Irish in fine fettle after stunning South Africa
It’s the young guns that have been doing the business in terms of goals, with Chloe Watkins’ stinging reverse-stick strike proving decisive as Denis Pritchard’s girls stunned world number 10 South Africa 1-0 on Saturday.
A day later, Ireland then spent long periods and 10 fruitless penalty corners in search of an equaliser to Catriona Ralph’s opener against bogey side Scotland, with teenager Katie Mullan eventually finding a way through.
A dramatic closing few minutes saw Irish captain Alex Speers red-carded — adding to earlier green and yellows to give her the full set — and Scotland dubiously awarded their ninth corner on the hooter.
The girls in green weathered that storm but the tie ended with both coaches remonstrating with each other and the umpires until tempers cooled. Ireland take on the US tomorrow before the classification games begin on Thursday.
Domestically, Amy Roberts gave a virtuoso captain’s performance as her hat-trick helped get Cork C of I off the mark with a 3-1 win away to a dogged Limerick side.
Her second was the pick of the bunch, beating a couple of defenders before lobbing Limerick keeper Anne-Marie Byrne, while new signing Ali O’Regan also starred, setting up Roberts’ third.
Kate Harvey and Mary Claire Cummins reacted quickest to mop up two rebounds as Ashton saw off UL 2-0, while UCC spread the goals around as they routed Fermoy 4-0 in north Cork as skipper Áine Curran, Nicola Kerr, Amy Kate Trevor and Emily O’Leary found the target.

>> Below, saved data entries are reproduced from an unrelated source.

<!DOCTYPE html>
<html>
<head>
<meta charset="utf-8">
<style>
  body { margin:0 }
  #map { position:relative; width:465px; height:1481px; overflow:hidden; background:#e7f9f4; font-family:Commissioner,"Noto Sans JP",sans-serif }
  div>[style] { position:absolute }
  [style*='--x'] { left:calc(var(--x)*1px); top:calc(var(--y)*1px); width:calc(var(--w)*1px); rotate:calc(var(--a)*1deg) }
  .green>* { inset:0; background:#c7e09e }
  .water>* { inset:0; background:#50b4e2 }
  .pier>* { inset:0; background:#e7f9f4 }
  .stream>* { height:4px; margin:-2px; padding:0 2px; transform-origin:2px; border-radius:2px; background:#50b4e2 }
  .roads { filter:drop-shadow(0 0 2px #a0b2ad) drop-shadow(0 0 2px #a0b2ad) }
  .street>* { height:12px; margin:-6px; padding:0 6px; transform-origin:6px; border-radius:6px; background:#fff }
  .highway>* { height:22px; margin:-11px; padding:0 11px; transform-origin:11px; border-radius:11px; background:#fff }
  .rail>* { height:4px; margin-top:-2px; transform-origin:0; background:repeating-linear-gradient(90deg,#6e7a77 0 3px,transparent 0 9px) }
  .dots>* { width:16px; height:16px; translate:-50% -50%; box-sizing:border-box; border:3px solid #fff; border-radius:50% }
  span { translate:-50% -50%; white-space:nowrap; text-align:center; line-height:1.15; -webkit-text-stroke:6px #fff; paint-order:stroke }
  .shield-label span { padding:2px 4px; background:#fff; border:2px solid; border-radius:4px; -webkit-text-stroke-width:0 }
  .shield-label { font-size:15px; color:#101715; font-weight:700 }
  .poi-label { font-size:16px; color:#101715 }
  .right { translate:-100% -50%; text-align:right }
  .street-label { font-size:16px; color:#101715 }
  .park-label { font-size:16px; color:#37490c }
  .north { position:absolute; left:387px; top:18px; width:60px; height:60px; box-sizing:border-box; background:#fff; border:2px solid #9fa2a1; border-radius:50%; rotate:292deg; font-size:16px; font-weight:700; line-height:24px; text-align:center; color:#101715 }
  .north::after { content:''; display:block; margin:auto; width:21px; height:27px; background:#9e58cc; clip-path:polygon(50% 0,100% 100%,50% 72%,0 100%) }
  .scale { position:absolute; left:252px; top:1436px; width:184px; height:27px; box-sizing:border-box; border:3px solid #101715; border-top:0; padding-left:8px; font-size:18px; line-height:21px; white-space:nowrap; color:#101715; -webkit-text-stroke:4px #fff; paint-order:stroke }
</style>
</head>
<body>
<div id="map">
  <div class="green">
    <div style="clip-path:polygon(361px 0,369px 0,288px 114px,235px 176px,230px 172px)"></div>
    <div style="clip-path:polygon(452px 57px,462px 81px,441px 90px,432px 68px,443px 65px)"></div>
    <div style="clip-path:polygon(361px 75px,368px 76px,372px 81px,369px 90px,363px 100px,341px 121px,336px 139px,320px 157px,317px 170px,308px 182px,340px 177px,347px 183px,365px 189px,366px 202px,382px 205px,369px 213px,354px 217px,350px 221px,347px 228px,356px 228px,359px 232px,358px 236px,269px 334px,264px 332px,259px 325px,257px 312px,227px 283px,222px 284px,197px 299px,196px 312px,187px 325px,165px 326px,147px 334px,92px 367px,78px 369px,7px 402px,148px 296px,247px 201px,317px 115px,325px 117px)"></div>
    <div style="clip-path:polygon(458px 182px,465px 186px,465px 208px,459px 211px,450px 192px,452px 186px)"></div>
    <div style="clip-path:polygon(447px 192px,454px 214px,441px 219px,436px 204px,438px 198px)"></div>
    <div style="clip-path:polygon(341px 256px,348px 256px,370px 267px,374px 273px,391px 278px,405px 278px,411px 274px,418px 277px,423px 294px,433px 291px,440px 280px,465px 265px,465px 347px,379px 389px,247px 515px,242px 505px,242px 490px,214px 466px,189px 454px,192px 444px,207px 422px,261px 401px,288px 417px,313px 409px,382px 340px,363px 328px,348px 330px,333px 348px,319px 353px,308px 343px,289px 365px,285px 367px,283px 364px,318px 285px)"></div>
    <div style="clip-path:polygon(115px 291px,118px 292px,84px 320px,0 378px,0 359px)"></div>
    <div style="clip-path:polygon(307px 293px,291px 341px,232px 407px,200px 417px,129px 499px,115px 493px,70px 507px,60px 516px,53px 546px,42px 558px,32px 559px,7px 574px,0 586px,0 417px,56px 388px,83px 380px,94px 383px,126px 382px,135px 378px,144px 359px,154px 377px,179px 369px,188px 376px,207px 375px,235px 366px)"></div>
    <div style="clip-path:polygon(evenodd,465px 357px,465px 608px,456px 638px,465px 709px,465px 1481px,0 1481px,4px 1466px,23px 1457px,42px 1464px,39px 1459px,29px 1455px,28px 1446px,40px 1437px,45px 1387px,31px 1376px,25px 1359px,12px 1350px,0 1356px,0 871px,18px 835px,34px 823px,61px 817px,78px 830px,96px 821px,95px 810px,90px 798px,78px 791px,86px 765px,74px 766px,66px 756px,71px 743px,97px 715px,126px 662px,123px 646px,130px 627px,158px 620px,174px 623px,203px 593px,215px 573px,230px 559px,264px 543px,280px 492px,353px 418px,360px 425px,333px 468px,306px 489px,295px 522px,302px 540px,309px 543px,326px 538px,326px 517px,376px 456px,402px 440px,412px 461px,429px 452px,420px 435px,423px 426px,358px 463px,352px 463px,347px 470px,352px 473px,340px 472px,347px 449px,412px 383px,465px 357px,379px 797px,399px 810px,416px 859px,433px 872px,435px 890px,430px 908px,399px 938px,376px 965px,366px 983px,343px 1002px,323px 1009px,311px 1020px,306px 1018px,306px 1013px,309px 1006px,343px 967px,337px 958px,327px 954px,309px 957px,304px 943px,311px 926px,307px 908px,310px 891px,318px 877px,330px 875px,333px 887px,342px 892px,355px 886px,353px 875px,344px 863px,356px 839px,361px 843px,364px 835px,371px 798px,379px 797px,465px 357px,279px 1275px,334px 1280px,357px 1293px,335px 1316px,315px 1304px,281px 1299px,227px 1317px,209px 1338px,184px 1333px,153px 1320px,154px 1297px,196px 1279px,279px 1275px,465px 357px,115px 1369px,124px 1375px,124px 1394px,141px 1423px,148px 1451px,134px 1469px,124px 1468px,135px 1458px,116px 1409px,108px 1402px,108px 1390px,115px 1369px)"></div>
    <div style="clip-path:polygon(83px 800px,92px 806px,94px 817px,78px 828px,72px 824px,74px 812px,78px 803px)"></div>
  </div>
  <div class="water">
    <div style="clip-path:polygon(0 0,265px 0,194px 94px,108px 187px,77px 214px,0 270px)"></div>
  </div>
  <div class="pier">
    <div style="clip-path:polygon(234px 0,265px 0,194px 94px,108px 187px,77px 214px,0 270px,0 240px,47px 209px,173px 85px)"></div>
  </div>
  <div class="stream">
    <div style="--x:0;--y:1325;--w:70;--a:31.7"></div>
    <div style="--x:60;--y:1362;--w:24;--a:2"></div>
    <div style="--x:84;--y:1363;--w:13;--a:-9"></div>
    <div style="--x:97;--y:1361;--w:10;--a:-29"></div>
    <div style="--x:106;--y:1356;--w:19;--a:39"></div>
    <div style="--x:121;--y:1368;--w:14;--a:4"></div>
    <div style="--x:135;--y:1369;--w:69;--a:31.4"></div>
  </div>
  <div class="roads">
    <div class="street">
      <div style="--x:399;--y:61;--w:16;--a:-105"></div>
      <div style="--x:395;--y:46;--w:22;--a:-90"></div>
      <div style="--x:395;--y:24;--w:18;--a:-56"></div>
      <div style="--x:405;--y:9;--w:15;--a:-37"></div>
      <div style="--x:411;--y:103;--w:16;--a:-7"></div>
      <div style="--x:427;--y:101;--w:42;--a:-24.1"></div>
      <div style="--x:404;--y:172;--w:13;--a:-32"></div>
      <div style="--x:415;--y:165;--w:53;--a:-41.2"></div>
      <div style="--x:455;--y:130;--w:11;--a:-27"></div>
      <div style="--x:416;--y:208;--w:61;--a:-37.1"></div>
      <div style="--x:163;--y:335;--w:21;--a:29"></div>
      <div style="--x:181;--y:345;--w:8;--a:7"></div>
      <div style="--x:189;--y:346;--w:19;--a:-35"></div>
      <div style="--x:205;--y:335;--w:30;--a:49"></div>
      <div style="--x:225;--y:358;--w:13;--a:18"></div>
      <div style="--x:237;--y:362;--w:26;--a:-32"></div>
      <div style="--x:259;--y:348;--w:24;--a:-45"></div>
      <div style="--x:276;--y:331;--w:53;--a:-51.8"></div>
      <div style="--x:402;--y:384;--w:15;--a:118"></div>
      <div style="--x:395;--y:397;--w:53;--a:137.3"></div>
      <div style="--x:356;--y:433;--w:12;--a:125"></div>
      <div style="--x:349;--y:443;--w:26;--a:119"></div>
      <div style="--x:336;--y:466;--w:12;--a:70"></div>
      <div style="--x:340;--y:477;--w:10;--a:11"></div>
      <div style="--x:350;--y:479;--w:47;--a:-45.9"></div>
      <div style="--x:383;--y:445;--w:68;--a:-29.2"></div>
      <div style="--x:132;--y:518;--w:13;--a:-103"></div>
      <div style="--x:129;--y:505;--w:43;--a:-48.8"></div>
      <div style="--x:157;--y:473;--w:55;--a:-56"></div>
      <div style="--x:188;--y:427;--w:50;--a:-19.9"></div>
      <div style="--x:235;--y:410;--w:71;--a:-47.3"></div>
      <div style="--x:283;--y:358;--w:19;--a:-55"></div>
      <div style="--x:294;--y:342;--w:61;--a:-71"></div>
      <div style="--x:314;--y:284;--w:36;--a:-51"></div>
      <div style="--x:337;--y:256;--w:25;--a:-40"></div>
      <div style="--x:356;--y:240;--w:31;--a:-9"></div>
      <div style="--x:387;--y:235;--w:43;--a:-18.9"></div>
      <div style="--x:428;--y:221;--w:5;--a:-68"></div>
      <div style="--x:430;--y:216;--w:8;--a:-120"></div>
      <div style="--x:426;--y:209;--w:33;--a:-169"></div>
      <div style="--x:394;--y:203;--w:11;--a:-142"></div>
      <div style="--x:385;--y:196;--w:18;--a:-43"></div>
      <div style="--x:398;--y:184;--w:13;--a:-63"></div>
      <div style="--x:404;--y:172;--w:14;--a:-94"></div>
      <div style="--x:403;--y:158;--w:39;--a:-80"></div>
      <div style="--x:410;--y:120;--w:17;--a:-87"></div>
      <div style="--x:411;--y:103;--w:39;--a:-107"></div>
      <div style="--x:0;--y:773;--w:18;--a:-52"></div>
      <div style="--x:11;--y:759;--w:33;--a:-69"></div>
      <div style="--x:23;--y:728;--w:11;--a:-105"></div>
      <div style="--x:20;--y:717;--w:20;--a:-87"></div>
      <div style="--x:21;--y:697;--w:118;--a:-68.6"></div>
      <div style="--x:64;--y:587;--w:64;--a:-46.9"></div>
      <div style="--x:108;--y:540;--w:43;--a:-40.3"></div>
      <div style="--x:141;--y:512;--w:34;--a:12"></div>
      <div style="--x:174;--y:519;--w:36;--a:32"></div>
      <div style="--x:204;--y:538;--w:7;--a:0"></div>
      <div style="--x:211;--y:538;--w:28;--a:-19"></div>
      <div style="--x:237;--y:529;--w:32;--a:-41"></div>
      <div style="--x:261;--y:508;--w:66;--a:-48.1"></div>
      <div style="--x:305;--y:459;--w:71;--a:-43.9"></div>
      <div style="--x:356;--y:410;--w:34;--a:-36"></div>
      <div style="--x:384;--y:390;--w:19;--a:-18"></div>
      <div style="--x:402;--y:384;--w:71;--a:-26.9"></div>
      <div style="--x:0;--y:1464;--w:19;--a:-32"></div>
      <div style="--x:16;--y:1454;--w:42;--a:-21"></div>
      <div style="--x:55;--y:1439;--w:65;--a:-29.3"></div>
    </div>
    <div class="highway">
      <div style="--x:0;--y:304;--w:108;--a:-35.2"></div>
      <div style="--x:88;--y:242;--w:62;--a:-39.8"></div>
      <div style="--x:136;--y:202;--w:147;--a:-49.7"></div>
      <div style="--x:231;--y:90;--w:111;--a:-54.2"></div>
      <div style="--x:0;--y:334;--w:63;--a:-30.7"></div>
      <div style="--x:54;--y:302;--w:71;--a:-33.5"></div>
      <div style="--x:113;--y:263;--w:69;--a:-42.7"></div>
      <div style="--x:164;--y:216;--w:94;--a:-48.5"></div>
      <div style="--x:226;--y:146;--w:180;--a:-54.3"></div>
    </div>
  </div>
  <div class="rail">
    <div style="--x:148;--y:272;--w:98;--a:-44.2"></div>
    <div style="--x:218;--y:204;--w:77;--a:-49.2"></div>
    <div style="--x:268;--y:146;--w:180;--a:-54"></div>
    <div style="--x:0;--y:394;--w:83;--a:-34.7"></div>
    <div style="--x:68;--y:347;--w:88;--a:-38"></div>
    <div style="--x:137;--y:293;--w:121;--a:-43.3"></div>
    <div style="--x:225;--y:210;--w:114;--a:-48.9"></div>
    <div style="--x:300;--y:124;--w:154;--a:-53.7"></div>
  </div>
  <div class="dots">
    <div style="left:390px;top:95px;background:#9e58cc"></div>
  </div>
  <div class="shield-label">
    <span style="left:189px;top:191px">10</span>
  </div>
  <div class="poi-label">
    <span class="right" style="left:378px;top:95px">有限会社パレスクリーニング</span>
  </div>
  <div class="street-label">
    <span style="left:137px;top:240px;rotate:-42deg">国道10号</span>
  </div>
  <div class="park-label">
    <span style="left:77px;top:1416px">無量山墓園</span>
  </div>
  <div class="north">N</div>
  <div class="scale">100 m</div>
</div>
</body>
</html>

Bandon’s miserable start to the new campaign continued as they lost 8-0 at home to Cork Harlequins, for whom Yvonne O’Byrne scored her second successive hat-trick while the first own goal in Munster hockey was scored since the new ruling allowing them came into force for this season.
Meanwhile, there was a tale of two penalty strokes as Cork Harlequins moved top of the men’s Division One with a 3-0 victory at UCC.
David Eakins converted a contentiously-awarded first-half penalty for Quins, while College’s Andy Gray saw his stroke saved by Chris Daunt as the students sought a way back into the game at 2-0 down.
Things had been tight until Paul Lombard had capitalised on a defensive error before rounding Brian Corcoran for Quins’ second, and Eakins rifled home a late drag-flick to seal it.
Elsewhere, Simon Wolfe and Mark Holmes scored as C of I won the battle of the seconds — 2-0 away to Quins.